• [WHAT IS NEEDED] Copy out each line from the start of the material below until the line with "translate:-50% -50%; white-space:nowrap;", that line included.

• [GIVEN DATA]
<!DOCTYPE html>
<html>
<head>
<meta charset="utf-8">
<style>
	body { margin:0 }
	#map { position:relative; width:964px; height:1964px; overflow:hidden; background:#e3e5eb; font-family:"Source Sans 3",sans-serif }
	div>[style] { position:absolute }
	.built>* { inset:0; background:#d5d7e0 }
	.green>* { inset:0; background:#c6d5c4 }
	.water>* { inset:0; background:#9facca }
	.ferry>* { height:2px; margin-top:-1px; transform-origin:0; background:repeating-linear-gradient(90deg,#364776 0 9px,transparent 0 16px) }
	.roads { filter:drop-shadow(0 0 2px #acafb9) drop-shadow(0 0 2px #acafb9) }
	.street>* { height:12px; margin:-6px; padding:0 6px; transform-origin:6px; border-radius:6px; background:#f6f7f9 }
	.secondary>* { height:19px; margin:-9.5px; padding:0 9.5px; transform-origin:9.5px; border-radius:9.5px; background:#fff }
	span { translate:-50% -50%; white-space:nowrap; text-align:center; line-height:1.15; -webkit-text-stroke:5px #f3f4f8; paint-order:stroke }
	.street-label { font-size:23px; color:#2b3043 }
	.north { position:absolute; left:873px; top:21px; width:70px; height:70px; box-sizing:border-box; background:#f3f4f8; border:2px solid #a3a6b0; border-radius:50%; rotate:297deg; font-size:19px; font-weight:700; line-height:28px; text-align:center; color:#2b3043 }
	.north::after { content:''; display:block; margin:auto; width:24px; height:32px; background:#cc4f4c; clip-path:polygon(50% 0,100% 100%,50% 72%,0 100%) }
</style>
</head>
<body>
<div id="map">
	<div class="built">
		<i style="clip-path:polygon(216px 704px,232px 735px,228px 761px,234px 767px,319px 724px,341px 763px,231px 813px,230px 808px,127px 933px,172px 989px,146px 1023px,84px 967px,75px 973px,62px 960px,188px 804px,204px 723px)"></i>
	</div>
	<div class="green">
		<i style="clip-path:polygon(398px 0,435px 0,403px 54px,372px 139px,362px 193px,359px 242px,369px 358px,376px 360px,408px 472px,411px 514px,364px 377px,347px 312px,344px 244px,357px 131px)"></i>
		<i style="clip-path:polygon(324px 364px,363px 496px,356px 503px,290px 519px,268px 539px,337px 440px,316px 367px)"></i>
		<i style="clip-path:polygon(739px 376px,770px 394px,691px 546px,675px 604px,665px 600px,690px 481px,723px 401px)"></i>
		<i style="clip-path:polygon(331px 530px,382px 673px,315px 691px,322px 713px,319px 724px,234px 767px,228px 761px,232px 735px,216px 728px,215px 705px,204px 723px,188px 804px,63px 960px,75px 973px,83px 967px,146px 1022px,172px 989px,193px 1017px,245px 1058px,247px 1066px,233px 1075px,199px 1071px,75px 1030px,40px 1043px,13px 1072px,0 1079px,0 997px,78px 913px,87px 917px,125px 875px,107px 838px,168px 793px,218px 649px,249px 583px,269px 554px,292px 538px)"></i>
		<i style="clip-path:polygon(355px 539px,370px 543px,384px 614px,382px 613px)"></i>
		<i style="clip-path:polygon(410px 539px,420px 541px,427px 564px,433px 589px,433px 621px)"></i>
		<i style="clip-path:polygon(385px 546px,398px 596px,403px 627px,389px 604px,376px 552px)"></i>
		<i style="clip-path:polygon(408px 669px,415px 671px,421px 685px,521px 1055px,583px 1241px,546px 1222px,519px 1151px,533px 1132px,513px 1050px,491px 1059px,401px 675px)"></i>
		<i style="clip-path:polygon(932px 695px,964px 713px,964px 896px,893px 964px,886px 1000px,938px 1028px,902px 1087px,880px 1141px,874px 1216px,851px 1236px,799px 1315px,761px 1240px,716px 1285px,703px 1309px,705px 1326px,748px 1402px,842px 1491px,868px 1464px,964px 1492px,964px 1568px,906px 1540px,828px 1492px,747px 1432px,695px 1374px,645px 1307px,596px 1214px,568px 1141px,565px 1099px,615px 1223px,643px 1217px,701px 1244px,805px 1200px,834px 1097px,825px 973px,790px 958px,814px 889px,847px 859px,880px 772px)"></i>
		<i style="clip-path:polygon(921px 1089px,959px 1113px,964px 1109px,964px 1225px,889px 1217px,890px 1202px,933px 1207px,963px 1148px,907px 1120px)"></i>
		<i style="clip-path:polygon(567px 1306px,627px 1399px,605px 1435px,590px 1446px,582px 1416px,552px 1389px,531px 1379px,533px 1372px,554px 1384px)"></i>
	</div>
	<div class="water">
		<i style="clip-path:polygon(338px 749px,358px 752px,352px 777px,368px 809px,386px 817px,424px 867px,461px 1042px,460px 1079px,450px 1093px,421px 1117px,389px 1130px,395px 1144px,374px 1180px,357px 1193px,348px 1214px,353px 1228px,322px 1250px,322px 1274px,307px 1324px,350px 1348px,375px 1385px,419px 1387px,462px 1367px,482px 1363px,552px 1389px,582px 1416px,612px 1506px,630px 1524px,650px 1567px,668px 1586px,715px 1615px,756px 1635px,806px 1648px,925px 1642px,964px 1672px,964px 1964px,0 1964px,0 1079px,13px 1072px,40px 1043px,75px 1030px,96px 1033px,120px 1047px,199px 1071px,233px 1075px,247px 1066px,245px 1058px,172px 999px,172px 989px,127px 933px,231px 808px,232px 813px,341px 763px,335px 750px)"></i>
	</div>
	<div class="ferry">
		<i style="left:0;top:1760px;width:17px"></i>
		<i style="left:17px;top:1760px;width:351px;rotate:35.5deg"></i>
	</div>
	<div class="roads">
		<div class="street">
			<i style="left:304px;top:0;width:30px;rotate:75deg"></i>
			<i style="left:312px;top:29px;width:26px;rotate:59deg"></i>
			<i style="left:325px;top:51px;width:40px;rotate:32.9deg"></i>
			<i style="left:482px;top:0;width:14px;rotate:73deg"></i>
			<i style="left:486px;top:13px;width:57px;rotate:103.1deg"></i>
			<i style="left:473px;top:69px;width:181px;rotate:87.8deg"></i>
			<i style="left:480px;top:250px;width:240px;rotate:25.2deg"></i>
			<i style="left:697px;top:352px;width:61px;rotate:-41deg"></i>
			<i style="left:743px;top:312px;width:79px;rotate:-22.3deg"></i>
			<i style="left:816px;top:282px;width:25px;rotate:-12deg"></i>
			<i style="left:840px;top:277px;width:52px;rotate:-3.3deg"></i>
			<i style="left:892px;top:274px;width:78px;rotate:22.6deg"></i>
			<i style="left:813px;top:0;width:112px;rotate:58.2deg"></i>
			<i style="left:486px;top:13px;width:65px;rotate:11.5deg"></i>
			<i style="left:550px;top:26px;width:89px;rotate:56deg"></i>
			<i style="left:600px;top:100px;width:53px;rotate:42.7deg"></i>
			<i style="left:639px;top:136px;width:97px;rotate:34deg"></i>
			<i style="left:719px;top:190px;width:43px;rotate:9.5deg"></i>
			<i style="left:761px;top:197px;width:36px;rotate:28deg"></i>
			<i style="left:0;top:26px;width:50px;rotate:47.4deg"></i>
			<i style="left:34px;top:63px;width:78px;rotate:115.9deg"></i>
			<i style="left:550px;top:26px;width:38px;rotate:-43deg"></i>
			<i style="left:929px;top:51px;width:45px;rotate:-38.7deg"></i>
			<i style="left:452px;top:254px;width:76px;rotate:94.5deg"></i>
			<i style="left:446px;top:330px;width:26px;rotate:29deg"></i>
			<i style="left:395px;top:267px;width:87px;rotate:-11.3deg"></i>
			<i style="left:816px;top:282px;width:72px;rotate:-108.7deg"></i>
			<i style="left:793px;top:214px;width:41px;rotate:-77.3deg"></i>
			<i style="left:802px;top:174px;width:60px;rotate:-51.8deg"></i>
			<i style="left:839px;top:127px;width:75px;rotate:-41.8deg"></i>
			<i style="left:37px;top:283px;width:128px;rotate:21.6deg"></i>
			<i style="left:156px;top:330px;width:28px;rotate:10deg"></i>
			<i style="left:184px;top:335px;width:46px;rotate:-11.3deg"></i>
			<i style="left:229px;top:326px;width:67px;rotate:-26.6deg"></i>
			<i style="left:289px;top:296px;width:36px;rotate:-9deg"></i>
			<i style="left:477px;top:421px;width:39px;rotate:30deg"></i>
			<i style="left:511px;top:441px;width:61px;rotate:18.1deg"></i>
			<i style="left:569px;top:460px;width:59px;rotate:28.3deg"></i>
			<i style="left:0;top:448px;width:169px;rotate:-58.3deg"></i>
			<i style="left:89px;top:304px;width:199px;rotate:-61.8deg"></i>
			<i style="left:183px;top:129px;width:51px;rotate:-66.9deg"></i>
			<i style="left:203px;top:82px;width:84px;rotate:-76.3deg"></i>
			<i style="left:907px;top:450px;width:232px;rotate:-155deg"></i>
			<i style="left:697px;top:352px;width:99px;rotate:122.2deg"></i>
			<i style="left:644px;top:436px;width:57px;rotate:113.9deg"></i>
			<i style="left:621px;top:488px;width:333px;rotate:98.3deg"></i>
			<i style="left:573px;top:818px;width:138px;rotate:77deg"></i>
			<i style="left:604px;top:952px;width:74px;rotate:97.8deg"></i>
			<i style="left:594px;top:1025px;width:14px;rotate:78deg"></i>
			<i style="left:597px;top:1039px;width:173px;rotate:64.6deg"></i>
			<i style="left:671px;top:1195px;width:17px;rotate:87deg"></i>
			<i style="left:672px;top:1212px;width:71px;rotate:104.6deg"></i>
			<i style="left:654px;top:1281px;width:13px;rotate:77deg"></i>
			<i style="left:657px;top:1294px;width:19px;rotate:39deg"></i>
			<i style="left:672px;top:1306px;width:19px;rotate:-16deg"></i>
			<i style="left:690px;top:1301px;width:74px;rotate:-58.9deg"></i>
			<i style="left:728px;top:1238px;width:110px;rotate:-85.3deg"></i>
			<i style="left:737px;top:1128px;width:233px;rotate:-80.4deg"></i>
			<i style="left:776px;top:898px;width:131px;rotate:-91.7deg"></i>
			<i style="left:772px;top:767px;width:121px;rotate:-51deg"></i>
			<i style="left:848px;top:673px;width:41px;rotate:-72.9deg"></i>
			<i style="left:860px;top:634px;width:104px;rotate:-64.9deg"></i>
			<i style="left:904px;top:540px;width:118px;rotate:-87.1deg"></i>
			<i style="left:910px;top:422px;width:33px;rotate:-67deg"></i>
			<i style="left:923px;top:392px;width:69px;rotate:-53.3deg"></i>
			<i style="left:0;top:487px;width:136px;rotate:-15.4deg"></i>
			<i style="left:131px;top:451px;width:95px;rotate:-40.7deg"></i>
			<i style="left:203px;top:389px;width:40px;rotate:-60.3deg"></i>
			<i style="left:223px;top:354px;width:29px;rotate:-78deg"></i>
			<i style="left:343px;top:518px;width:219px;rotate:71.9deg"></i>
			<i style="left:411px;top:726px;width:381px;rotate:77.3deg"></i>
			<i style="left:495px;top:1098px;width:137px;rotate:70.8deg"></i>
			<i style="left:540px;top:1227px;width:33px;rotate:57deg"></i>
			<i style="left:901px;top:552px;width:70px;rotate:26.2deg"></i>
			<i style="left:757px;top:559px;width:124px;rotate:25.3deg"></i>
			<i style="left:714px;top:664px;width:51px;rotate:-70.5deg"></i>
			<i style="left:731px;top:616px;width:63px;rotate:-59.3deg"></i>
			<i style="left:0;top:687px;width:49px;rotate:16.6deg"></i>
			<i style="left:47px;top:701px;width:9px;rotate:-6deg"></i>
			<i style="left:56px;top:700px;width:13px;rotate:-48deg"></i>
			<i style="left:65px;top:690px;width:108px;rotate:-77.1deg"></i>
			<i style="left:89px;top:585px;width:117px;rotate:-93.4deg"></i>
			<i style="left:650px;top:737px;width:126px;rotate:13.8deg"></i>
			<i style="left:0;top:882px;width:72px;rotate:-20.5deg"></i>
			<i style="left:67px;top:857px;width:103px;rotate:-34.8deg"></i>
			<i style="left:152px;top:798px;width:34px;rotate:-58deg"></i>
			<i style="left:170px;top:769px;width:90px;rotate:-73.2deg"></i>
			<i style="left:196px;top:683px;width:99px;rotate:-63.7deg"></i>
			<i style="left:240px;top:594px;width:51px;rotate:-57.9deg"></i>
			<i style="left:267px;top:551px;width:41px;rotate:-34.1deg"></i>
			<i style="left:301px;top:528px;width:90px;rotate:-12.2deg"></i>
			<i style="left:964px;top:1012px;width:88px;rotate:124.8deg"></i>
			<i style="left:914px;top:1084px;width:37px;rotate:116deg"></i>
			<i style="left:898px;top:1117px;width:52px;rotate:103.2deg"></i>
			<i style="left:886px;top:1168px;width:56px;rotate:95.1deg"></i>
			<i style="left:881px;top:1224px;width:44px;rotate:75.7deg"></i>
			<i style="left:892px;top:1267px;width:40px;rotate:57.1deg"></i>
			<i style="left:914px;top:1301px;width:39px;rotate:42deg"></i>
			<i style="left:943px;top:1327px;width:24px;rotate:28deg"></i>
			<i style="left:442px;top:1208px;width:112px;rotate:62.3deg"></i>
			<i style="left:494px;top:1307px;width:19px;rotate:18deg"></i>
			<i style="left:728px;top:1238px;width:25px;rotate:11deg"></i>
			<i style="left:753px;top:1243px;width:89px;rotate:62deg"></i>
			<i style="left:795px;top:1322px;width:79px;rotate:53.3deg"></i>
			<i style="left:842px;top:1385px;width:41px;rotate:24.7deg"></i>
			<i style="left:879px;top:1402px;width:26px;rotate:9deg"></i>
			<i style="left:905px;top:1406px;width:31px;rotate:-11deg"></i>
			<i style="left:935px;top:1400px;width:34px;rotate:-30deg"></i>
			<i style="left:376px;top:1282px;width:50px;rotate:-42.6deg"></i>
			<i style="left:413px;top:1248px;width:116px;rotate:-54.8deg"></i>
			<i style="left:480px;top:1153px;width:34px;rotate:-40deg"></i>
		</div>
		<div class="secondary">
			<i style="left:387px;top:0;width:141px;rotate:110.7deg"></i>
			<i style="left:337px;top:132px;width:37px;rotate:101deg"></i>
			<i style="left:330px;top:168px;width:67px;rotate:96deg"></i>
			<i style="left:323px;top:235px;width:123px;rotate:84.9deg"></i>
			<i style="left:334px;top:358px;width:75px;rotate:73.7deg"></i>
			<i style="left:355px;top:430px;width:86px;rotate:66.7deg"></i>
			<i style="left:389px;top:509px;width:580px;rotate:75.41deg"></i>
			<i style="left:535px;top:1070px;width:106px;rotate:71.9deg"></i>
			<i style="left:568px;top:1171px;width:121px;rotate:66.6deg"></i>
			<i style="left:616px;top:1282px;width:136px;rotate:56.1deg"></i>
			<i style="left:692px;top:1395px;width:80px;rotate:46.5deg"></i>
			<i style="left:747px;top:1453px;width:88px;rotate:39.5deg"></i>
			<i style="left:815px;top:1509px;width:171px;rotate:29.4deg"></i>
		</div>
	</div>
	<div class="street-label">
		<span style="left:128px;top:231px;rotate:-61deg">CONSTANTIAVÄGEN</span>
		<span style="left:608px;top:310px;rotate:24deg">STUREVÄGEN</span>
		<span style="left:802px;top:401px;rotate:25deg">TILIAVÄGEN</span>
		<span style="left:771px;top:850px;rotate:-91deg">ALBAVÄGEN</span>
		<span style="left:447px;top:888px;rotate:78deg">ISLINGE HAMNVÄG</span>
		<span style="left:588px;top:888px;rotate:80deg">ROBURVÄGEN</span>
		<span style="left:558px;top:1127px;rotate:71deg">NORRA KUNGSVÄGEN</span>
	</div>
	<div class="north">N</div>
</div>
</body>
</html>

• [SOLUTION FOR THIS EXERCISE]
<!DOCTYPE html>
<html>
<head>
<meta charset="utf-8">
<style>
	body { margin:0 }
	#map { position:relative; width:964px; height:1964px; overflow:hidden; background:#e3e5eb; font-family:"Source Sans 3",sans-serif }
	div>[style] { position:absolute }
	.built>* { inset:0; background:#d5d7e0 }
	.green>* { inset:0; background:#c6d5c4 }
	.water>* { inset:0; background:#9facca }
	.ferry>* { height:2px; margin-top:-1px; transform-origin:0; background:repeating-linear-gradient(90deg,#364776 0 9px,transparent 0 16px) }
	.roads { filter:drop-shadow(0 0 2px #acafb9) drop-shadow(0 0 2px #acafb9) }
	.street>* { height:12px; margin:-6px; padding:0 6px; transform-origin:6px; border-radius:6px; background:#f6f7f9 }
	.secondary>* { height:19px; margin:-9.5px; padding:0 9.5px; transform-origin:9.5px; border-radius:9.5px; background:#fff }
	span { translate:-50% -50%; white-space:nowrap; text-align:center; line-height:1.15; -webkit-text-stroke:5px #f3f4f8; paint-order:stroke }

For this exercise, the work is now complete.